Hollanda Noordwijk’teki Avrupa Uzay Araştırma ve Teknoloji Merkezi’nde (ESTEC) ESA araştırma görevlisi Henrik Eklund, “Bu çalışma, diğer yıldızların etrafındaki patlamaları ve uzay havasını incelemek ve anlamak için yeni bir gözlemsel sınır açıyor” diye ekliyor.

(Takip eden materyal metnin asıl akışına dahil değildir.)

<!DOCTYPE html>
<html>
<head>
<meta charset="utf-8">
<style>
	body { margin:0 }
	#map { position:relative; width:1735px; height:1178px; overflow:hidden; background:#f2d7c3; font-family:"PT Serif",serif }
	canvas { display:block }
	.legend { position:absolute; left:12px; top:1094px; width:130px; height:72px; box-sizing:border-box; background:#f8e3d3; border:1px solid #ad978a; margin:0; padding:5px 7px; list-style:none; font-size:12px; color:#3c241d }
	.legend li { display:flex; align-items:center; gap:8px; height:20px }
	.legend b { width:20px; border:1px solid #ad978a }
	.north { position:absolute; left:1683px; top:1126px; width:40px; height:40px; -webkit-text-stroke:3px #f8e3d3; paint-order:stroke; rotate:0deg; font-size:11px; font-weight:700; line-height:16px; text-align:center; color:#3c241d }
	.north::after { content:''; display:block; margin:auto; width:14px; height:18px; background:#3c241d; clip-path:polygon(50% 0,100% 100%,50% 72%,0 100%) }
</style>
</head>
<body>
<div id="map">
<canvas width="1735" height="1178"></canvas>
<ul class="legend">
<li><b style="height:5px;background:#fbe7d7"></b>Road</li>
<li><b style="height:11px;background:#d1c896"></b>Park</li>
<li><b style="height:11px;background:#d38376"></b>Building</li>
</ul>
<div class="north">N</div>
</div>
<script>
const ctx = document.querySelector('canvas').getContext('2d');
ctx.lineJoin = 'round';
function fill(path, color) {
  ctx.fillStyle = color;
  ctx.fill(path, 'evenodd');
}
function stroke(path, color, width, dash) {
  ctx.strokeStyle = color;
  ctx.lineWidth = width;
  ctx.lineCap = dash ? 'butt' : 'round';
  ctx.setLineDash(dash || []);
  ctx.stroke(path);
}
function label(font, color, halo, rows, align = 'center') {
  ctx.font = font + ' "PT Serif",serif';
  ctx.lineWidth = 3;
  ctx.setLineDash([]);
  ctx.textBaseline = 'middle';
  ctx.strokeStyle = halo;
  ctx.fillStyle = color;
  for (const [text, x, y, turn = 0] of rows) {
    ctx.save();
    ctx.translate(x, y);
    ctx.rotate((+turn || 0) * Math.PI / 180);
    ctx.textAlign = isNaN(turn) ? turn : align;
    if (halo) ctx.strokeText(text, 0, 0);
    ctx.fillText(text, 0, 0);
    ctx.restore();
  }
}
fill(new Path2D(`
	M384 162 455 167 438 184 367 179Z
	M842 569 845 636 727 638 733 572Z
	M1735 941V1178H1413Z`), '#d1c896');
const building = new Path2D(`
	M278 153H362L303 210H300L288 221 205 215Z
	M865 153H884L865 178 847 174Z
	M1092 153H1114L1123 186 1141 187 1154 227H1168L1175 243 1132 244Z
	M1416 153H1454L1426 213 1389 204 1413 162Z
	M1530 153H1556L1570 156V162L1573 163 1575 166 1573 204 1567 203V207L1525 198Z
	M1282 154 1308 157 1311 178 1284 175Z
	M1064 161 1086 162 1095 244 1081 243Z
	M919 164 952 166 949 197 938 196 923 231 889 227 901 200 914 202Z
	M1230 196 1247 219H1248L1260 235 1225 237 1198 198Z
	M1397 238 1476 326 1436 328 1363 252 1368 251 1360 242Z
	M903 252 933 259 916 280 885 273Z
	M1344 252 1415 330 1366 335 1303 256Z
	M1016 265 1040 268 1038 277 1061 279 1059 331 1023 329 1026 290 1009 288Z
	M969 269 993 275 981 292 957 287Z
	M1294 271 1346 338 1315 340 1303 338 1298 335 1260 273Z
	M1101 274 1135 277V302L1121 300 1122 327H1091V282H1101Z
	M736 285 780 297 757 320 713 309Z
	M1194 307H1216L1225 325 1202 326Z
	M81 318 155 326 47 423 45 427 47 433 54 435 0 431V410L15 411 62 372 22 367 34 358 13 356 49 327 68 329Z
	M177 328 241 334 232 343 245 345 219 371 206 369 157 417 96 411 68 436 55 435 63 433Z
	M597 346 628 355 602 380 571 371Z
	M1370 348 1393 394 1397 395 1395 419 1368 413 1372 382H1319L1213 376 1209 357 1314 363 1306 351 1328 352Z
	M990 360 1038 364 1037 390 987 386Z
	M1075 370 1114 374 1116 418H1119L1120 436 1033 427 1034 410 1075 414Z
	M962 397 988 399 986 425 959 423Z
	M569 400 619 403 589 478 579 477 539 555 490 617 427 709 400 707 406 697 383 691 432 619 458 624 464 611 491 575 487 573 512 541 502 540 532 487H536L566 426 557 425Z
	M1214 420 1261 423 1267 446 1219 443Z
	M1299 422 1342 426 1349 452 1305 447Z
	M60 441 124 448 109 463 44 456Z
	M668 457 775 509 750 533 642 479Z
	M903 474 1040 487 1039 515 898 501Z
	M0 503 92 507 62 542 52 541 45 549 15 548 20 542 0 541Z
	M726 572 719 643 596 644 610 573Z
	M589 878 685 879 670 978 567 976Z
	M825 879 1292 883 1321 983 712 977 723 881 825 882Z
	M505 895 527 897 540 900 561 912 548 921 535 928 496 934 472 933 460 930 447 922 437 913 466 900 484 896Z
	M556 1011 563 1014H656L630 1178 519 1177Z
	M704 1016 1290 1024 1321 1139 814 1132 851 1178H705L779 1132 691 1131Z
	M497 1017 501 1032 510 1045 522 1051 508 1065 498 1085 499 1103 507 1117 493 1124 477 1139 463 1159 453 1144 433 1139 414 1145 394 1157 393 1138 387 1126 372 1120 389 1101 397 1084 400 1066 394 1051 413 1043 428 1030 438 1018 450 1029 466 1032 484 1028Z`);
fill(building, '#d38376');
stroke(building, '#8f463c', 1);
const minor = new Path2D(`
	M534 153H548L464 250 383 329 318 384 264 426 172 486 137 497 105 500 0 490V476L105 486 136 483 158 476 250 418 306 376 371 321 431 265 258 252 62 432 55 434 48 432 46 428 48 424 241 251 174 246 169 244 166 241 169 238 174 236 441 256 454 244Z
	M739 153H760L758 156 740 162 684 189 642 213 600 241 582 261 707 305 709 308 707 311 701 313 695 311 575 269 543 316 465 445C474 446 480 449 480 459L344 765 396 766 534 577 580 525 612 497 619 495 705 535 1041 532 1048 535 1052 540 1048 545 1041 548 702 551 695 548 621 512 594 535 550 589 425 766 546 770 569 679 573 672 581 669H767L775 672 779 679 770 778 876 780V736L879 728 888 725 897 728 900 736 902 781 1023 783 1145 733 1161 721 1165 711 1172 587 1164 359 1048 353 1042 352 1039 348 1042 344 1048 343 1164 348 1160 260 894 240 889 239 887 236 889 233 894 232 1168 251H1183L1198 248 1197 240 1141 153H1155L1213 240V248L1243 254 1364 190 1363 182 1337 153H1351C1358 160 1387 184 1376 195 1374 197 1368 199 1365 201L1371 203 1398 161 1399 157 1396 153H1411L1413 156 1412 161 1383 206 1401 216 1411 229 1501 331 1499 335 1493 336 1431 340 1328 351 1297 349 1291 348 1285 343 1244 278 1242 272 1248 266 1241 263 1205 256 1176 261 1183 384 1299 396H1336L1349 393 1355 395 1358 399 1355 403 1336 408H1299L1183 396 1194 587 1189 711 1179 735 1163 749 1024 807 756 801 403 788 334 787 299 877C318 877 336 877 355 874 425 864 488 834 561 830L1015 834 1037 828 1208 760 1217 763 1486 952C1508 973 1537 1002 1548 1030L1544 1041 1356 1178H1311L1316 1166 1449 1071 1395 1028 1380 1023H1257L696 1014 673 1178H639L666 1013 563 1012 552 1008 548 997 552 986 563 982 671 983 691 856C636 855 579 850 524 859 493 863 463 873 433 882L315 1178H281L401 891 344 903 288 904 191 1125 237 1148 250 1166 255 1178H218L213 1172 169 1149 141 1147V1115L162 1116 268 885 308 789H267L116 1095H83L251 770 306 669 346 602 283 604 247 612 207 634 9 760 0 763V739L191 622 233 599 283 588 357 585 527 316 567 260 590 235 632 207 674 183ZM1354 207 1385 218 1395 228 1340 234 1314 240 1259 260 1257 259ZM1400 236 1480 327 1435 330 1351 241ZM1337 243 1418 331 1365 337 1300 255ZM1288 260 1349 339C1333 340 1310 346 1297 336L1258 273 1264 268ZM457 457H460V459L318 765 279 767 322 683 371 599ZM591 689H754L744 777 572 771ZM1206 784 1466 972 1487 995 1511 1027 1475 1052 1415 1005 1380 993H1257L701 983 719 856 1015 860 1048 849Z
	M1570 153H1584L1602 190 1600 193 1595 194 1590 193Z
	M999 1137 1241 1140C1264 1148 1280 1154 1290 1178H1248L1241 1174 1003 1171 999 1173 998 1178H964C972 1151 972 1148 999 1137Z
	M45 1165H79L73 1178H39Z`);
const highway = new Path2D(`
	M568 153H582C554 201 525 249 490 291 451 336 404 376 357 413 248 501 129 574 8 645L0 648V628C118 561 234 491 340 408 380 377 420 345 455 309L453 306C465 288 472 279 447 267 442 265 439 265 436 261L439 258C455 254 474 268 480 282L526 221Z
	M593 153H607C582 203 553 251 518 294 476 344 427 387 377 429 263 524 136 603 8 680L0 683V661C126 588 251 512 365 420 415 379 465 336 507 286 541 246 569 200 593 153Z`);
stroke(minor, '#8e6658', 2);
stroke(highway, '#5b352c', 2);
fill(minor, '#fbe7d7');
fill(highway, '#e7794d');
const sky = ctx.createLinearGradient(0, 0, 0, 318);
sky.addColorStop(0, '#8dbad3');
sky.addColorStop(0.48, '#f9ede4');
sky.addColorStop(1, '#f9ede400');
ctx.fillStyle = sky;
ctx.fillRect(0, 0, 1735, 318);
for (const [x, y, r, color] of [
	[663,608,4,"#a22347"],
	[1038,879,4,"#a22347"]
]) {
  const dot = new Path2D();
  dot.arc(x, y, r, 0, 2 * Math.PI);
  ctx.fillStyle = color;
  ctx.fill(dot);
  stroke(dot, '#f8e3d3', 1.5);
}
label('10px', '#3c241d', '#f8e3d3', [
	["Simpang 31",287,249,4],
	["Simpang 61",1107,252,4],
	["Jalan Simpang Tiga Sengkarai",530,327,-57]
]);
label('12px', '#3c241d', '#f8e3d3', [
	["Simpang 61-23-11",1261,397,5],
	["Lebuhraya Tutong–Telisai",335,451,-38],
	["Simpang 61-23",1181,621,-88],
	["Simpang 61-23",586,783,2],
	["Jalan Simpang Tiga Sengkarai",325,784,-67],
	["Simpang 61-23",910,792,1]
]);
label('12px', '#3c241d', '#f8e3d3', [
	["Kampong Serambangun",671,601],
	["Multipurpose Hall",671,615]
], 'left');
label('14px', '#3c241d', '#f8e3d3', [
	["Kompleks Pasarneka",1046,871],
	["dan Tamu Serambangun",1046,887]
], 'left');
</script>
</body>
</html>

“Artık güneşin CME’lerine dair anlayışımızı diğer yıldızlara tahmin etmekle sınırlı değiliz. Görünen o ki yoğun uzay havası, potansiyel olarak yaşanabilir ötegezegenlerin birincil konakçıları olan daha küçük yıldızların çevresinde daha da aşırı olabilir. Bunun, bu gezegenlerin atmosferlerini nasıl korudukları ve muhtemelen zaman içinde yaşanabilir kaldıkları konusunda önemli sonuçları var.”
Bu bulgu aynı zamanda ESA misyonlarının uzun süredir odak noktası olan ve şu anda SOHO, Proba misyonları, Swarm ve Solar Orbiter tarafından araştırılan uzay hava durumu hakkındaki anlayışımıza da bilgi veriyor.

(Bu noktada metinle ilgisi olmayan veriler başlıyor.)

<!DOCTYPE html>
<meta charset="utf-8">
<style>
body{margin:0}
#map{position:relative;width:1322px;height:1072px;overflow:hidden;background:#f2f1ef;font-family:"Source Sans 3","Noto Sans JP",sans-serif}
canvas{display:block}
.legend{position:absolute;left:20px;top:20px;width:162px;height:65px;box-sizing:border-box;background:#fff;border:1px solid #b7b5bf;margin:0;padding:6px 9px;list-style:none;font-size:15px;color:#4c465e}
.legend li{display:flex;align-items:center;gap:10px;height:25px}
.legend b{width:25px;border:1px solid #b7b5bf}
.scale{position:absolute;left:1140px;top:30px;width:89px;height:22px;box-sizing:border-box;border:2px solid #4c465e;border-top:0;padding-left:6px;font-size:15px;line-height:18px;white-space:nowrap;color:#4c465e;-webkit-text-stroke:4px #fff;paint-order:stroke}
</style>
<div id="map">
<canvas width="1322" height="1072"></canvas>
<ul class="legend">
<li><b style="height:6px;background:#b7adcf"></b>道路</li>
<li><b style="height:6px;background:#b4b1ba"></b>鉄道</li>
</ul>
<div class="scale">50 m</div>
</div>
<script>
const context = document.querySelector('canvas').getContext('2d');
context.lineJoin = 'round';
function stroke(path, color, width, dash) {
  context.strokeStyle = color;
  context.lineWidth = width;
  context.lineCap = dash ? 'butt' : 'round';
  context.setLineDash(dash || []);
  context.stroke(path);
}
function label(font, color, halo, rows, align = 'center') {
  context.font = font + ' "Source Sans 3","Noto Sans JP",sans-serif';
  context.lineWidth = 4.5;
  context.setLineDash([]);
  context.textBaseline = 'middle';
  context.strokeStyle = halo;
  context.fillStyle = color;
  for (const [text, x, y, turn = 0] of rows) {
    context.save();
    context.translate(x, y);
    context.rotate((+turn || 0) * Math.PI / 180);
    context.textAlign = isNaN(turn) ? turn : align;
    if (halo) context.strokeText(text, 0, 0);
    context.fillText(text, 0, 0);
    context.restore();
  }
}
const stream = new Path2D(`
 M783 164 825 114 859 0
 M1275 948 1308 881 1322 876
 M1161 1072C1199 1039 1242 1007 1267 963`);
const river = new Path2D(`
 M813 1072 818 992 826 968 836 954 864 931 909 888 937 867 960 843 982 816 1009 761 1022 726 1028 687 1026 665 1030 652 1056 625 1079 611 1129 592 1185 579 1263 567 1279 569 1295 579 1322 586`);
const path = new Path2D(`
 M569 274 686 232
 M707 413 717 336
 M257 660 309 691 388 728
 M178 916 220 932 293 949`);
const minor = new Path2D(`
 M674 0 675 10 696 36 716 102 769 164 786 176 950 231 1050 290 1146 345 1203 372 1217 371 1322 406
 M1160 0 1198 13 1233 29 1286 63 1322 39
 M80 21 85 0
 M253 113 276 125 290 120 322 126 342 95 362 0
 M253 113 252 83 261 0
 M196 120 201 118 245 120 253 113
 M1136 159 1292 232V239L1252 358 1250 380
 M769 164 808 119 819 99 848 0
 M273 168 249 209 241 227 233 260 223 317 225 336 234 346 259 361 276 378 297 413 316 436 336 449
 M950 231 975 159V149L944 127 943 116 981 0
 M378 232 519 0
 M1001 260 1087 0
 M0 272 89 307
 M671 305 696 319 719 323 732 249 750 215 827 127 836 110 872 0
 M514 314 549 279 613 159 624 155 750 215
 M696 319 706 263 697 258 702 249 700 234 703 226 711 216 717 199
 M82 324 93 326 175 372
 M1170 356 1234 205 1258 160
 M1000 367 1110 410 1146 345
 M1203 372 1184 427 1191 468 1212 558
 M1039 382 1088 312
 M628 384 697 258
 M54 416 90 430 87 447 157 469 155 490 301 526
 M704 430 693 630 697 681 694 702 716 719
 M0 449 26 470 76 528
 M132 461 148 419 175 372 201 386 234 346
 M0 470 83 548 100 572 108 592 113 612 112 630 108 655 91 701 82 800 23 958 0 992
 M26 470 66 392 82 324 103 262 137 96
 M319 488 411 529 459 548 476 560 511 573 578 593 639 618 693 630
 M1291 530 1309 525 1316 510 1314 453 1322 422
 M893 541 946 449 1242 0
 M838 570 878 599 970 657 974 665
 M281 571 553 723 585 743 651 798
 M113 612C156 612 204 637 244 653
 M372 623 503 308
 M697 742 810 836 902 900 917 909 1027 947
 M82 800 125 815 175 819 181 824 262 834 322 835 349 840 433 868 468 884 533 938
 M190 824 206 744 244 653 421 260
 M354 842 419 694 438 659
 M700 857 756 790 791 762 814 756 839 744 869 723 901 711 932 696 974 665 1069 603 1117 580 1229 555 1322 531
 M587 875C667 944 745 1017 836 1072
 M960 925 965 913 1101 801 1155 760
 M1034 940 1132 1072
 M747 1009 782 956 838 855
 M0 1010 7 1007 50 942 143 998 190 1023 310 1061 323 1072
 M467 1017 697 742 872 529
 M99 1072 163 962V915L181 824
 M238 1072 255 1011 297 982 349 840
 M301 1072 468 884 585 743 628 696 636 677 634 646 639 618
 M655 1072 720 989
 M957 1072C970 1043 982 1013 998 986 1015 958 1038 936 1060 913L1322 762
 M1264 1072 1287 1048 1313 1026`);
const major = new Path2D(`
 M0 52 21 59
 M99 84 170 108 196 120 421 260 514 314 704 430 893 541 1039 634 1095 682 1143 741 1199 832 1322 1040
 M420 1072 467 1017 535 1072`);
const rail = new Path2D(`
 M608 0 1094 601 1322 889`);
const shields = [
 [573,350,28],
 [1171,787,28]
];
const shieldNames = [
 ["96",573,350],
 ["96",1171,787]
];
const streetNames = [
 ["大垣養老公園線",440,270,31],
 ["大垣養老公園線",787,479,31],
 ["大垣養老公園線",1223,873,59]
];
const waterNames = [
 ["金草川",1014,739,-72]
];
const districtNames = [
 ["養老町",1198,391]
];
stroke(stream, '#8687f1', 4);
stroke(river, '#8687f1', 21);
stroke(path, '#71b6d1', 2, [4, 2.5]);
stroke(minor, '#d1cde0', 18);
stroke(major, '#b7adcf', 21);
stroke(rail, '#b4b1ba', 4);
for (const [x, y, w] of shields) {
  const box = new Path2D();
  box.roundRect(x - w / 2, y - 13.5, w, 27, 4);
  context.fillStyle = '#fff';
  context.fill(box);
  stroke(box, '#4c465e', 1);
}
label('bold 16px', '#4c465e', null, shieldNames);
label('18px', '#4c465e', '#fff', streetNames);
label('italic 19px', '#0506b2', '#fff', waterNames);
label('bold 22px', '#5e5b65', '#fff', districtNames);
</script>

Bu arada XMM-Newton, sıcak ve aşırı evrenin önde gelen kaşiflerinden biridir. 1999 yılında fırlatılan uzay teleskobu, galaksilerin çekirdeklerine baktı, nasıl geliştiklerini anlamak için yıldızları inceledi, kara deliklerin çevresini araştırdı ve uzak yıldızlardan ve galaksilerden gelen yoğun enerjik radyasyon patlamalarını tespit etti.
ESA XMM-Newton Projesi Bilim Adamı Erik Kuulkers, “XMM-Newton artık CME’lerin yıldızlara göre nasıl değiştiğini keşfetmemize yardımcı oluyor; bu, yalnızca yıldızlar ve güneşimiz üzerine yaptığımız çalışmalarda değil, aynı zamanda diğer yıldızların etrafındaki yaşanabilir dünyalara yönelik araştırmalarımızda da ilgi çekici bir şey” diyor.
“Bu aynı zamanda tüm başarılı bilimin temelini oluşturan işbirliğinin muazzam gücünü de gösteriyor. Keşif gerçek bir ekip çalışmasıydı ve güneşin ötesinde CME’ler için onlarca yıldır süren arayışı çözüme kavuşturuyor.”